Search the records below for the line containing "Map reading. Build". Output that line and all later lines exactly; output nothing else.

GIVEN ENTRIES START

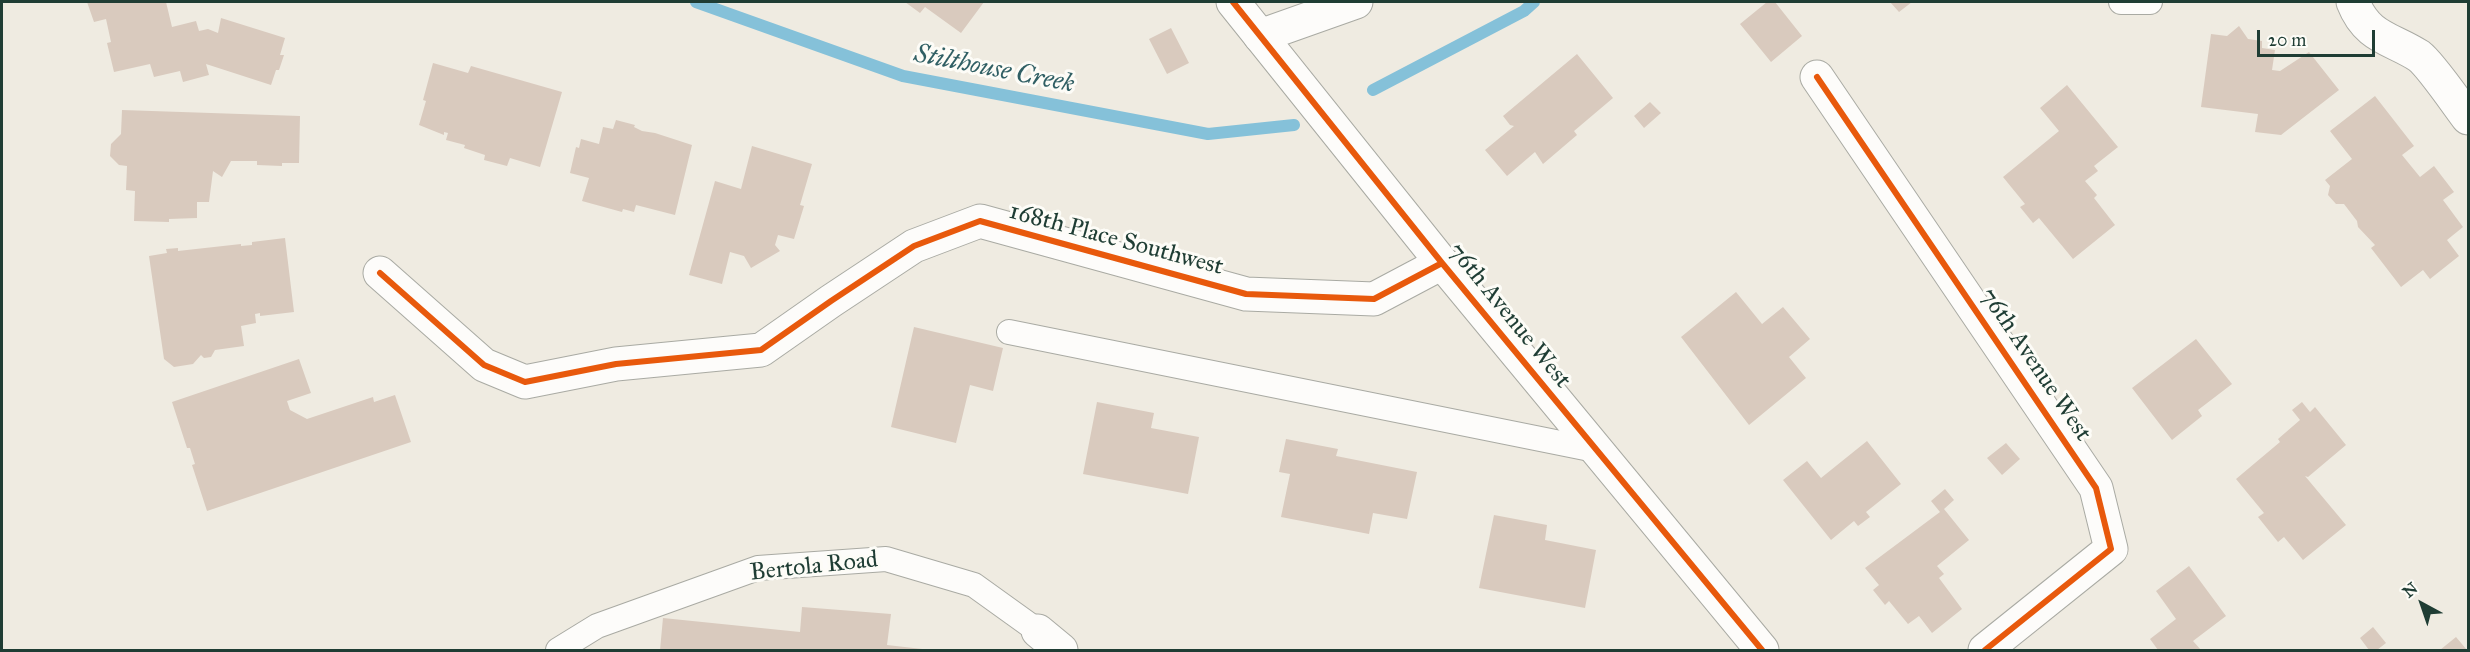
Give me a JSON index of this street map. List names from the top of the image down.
{
  "streets": {
    "street": ["168th Place Southwest", "76th Avenue West"],
    "lane": ["Bertola Road"]
  },
  "crossings": [
    ["168th Place Southwest", "76th Avenue West"]
  ],
  "water": ["Stilthouse Creek"],
  "scale_bar": "20 m",
  "north": "top left"
}
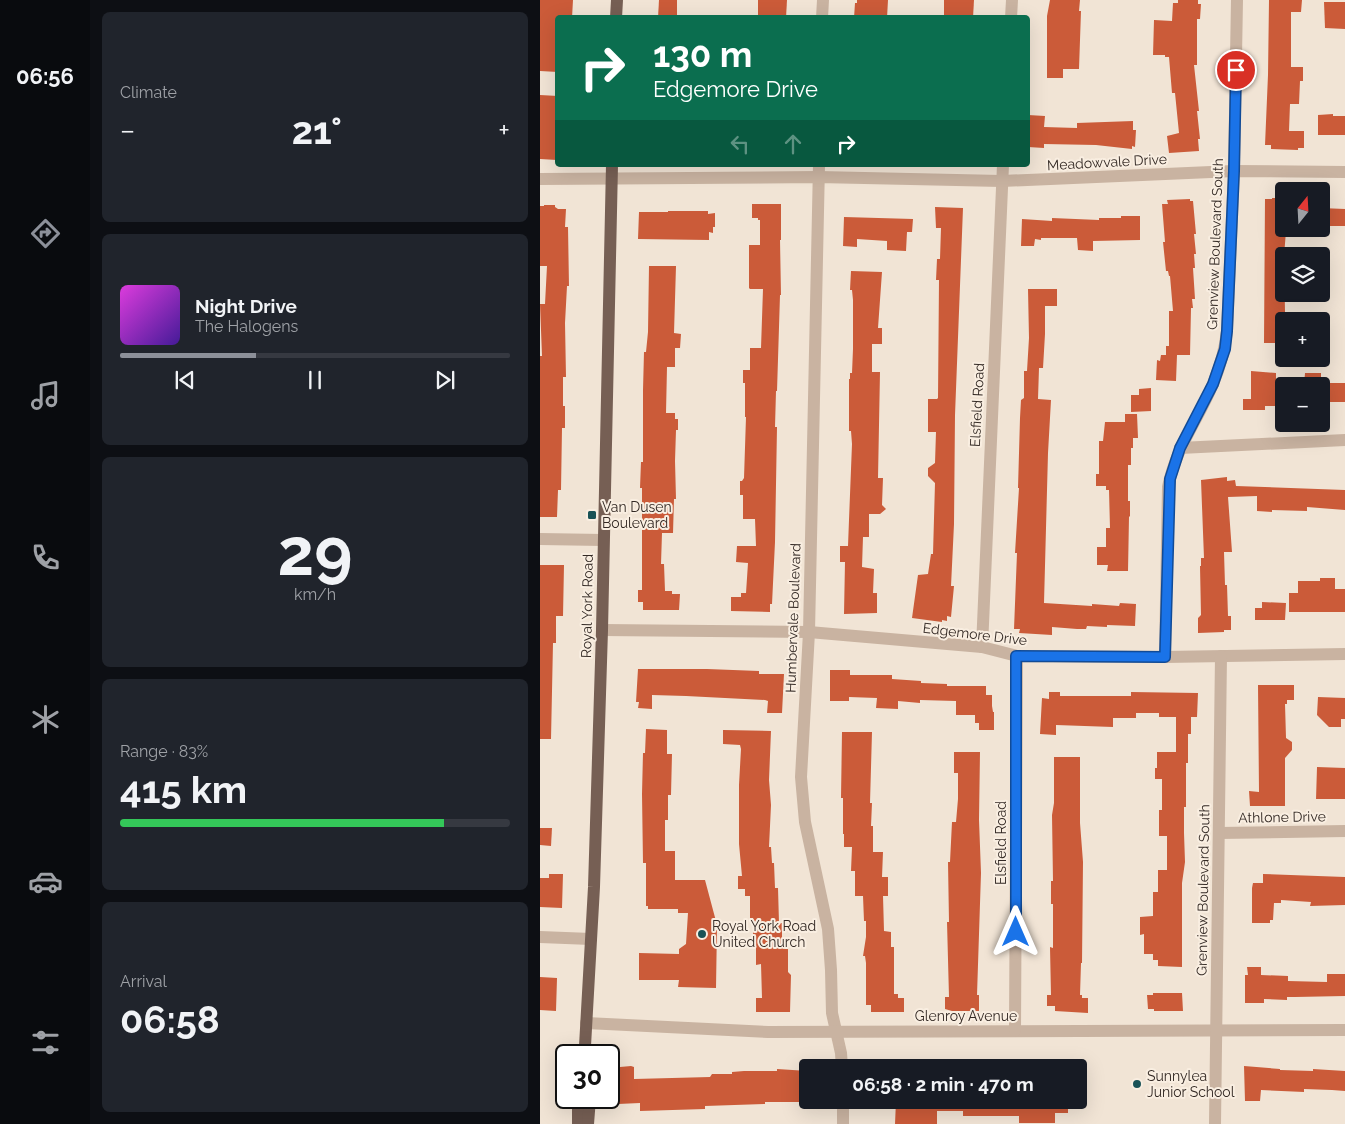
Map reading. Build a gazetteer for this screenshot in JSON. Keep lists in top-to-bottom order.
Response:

GIVEN ENTRIES END

◆ EXERCISE SOLUTION ◆
Map reading. Build a gazetteer for this screenshot in JSON. Keep lists in top-to-bottom order.
Response:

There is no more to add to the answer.